## Prompt
From the entries, copy each line that includes "speed".

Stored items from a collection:
***

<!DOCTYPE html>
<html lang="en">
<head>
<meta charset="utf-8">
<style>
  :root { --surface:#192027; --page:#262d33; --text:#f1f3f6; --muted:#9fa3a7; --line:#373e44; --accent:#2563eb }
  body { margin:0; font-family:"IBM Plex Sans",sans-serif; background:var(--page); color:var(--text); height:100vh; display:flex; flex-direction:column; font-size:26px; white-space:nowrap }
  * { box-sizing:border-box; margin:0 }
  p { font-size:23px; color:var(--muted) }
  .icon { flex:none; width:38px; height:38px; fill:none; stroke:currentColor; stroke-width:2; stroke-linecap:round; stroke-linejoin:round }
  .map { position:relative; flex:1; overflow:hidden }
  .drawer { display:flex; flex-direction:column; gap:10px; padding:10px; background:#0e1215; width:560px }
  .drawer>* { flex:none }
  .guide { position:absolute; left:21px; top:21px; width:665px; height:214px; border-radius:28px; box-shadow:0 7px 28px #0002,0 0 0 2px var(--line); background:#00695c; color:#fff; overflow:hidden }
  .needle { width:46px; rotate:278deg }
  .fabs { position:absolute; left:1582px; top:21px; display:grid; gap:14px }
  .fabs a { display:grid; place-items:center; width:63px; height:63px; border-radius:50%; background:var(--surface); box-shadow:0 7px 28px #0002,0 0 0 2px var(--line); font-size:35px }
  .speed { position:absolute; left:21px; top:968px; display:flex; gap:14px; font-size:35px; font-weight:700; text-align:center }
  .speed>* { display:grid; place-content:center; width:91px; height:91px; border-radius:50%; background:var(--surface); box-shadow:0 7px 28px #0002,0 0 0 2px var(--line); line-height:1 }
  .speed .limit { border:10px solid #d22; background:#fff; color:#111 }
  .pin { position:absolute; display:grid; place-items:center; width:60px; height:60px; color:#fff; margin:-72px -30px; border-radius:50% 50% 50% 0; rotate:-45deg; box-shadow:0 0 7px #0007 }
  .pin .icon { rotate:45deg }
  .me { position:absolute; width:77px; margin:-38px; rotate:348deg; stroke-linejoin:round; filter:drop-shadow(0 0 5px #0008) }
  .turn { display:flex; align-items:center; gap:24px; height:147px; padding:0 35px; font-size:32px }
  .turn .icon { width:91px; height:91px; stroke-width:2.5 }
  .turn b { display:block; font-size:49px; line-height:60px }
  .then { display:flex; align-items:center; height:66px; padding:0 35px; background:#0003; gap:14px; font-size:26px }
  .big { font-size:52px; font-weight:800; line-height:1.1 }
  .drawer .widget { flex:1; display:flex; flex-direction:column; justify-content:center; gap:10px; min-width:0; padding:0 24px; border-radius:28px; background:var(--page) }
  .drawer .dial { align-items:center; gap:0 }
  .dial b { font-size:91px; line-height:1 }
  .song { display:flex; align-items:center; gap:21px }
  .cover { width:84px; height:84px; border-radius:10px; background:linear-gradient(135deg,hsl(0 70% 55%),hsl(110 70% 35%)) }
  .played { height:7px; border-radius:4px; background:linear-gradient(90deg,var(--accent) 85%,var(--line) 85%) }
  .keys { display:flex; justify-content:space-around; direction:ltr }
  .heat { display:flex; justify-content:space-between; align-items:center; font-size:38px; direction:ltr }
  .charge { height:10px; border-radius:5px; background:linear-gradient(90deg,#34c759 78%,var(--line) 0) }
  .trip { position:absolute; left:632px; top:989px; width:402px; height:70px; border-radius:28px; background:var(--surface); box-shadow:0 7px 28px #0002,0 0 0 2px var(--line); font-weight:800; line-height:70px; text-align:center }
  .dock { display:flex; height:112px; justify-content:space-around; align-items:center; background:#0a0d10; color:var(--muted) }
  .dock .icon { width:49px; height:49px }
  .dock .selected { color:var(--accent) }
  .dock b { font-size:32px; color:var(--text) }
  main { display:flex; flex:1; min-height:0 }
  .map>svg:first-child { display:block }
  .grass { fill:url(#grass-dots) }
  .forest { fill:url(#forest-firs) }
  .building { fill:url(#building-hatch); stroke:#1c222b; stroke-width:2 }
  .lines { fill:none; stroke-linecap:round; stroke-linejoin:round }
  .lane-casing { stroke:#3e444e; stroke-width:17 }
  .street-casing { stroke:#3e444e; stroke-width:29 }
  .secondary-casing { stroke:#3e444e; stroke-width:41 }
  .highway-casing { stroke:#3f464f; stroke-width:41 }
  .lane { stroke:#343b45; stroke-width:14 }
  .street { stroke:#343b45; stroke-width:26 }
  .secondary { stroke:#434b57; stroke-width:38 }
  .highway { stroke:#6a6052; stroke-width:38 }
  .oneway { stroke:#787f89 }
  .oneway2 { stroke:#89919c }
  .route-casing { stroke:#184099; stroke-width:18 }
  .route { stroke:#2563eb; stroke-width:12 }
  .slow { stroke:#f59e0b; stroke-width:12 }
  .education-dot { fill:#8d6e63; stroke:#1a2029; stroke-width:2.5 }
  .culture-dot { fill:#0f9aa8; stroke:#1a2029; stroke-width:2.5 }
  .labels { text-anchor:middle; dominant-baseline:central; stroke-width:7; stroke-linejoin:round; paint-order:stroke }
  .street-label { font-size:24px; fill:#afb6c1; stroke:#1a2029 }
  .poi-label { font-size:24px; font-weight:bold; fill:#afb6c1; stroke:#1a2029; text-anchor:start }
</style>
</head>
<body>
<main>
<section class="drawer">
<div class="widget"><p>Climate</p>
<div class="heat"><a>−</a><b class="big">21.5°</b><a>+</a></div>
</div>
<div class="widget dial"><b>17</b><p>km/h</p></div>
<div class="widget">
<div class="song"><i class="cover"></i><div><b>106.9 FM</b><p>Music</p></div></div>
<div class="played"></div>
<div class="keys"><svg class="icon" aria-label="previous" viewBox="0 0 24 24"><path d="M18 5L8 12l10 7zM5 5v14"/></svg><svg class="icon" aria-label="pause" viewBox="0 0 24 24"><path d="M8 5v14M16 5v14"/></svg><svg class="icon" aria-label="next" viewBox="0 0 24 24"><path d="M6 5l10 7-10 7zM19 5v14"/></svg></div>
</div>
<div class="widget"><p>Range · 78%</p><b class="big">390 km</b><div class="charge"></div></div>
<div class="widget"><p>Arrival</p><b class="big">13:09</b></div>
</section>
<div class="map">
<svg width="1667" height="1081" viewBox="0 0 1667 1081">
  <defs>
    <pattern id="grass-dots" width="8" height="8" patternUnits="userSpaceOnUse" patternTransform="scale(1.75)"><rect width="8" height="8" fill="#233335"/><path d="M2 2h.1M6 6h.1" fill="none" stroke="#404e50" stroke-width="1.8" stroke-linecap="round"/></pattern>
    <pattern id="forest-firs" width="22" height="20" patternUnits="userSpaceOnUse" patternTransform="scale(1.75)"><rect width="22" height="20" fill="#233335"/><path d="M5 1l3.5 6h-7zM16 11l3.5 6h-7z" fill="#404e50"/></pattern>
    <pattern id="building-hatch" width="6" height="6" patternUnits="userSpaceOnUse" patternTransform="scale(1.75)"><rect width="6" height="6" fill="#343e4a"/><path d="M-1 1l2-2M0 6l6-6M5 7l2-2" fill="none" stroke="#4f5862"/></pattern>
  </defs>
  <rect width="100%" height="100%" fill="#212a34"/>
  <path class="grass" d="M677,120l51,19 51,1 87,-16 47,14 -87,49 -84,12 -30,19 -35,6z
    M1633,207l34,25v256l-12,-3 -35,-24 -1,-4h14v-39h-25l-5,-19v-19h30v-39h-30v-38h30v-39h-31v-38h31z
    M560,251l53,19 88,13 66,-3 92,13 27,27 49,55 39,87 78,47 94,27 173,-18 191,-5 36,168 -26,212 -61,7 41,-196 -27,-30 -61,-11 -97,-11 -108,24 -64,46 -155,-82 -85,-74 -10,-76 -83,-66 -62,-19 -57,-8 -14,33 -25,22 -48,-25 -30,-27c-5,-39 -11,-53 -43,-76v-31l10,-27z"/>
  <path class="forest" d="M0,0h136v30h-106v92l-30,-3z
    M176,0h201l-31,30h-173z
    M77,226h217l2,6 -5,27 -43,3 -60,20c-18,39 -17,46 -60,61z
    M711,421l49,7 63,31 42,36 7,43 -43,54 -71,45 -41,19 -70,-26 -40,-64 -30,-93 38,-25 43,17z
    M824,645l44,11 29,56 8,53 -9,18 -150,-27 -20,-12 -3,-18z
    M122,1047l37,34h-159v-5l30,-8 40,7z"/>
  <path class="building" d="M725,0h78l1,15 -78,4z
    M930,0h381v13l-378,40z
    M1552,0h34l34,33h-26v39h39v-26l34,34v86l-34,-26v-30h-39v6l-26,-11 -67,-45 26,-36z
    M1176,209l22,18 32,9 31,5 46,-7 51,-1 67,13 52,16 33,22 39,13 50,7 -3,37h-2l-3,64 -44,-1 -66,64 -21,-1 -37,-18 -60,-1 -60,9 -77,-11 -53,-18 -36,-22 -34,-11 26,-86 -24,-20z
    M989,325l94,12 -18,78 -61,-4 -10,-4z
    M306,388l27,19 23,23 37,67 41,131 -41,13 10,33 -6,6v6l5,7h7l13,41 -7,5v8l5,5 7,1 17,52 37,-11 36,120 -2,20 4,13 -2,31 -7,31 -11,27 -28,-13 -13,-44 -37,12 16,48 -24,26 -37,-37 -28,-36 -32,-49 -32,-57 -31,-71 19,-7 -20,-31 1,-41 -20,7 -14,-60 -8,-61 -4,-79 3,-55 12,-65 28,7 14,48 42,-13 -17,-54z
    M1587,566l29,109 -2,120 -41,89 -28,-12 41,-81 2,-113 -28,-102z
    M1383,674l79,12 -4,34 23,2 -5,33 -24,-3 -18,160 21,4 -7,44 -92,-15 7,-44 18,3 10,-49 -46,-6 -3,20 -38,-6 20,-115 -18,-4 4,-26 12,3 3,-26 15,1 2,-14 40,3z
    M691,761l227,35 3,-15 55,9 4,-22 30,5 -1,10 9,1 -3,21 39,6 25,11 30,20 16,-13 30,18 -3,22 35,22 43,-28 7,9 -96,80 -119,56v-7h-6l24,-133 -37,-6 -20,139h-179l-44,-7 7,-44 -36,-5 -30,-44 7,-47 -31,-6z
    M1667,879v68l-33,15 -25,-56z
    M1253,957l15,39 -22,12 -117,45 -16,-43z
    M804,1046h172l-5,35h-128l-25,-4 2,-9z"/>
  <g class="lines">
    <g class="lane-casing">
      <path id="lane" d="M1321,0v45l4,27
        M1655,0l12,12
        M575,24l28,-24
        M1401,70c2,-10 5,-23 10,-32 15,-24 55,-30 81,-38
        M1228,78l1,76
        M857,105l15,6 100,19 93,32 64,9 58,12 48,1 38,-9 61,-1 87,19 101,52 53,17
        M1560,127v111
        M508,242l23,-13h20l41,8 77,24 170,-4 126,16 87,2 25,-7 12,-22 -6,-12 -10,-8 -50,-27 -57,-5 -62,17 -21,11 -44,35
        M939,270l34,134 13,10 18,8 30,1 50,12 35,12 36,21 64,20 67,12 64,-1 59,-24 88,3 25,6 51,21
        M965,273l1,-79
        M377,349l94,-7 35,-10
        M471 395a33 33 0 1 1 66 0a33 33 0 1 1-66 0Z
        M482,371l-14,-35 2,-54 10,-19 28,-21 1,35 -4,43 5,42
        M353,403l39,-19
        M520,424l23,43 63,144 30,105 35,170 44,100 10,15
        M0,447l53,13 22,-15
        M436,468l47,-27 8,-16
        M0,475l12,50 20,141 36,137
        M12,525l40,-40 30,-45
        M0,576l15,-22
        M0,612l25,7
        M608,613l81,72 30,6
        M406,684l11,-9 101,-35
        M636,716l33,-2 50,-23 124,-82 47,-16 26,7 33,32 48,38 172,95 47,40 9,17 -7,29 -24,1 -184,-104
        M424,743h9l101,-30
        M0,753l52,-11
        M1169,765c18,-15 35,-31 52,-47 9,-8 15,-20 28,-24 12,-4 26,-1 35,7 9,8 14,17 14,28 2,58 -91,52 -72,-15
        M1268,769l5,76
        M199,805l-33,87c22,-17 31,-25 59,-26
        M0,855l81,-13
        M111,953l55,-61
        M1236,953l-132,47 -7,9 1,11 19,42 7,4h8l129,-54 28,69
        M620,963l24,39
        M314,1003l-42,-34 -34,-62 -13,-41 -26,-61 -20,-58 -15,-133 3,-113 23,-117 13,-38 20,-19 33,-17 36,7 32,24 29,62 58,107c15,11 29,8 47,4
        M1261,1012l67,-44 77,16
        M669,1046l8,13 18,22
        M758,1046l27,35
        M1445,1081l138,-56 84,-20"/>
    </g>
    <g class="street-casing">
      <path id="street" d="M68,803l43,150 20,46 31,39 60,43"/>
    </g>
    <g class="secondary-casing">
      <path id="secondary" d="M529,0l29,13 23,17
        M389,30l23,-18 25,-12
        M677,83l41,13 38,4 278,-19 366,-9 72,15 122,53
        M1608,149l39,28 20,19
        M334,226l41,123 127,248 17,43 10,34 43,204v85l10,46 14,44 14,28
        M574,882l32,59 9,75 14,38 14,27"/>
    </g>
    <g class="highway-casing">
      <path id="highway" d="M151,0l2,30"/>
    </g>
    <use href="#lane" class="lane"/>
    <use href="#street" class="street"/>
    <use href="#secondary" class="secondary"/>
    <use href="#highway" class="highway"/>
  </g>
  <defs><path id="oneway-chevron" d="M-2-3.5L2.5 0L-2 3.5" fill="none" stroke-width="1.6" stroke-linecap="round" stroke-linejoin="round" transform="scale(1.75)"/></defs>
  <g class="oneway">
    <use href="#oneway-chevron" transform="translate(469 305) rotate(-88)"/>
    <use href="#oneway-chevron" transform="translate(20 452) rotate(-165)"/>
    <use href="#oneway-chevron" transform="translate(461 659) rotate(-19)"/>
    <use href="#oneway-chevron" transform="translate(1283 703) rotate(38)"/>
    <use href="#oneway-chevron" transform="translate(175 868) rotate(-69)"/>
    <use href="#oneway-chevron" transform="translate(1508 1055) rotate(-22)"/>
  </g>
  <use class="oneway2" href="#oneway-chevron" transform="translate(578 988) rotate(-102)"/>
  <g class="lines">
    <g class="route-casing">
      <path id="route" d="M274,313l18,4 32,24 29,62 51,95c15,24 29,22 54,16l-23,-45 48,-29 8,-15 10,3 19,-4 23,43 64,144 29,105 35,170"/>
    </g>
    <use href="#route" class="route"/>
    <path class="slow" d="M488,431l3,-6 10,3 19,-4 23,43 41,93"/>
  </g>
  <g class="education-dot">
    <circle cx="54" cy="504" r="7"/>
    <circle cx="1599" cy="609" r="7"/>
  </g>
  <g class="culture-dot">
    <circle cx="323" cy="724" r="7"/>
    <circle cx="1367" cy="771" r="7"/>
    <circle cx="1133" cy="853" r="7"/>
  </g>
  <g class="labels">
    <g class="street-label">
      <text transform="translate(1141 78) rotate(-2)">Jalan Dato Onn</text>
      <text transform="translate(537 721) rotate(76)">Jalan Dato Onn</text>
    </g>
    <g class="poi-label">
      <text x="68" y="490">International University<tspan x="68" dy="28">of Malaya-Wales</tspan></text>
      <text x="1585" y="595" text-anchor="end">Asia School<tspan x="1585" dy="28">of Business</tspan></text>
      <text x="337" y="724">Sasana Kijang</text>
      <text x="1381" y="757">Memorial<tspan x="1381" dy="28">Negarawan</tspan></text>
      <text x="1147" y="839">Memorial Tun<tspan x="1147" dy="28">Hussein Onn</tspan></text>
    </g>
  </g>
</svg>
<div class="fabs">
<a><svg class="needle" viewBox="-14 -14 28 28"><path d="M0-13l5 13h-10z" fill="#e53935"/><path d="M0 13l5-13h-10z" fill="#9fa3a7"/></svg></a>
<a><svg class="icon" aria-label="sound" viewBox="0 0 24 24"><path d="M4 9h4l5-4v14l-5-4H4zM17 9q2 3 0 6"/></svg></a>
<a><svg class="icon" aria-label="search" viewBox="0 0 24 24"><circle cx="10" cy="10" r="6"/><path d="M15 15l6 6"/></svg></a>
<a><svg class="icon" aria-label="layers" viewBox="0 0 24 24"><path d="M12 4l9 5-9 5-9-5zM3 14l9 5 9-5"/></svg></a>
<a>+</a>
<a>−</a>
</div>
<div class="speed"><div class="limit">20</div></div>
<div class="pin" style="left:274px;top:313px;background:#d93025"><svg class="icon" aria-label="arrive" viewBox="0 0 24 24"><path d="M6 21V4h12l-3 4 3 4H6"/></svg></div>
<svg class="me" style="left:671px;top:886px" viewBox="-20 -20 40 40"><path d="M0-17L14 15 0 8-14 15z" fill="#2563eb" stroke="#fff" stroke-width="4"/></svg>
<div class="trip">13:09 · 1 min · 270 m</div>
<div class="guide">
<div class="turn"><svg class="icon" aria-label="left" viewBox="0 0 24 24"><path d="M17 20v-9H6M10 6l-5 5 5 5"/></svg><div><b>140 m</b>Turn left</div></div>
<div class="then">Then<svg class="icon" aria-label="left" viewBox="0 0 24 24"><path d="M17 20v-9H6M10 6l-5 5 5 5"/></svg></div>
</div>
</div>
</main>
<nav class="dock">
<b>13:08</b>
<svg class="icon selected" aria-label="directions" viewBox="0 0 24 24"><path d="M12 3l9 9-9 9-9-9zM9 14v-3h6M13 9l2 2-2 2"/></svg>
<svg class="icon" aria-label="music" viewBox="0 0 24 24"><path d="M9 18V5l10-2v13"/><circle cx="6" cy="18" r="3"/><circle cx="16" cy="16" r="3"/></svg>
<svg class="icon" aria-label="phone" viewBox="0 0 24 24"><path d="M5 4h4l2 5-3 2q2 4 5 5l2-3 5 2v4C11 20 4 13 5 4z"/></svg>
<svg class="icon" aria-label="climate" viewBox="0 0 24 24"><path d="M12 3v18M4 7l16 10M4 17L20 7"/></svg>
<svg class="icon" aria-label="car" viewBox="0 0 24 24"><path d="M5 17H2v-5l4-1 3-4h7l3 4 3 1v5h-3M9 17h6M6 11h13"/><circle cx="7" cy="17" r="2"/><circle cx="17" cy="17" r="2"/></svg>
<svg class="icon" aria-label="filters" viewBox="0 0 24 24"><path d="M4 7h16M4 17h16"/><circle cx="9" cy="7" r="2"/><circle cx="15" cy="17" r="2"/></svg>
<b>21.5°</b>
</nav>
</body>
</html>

***

## Reply
  .speed { position:absolute; left:21px; top:968px; display:flex; gap:14px; font-size:35px; font-weight:700; text-align:center }
  .speed>* { display:grid; place-content:center; width:91px; height:91px; border-radius:50%; background:var(--surface); box-shadow:0 7px 28px #0002,0 0 0 2px var(--line); line-height:1 }
  .speed .limit { border:10px solid #d22; background:#fff; color:#111 }
<div class="speed"><div class="limit">20</div></div>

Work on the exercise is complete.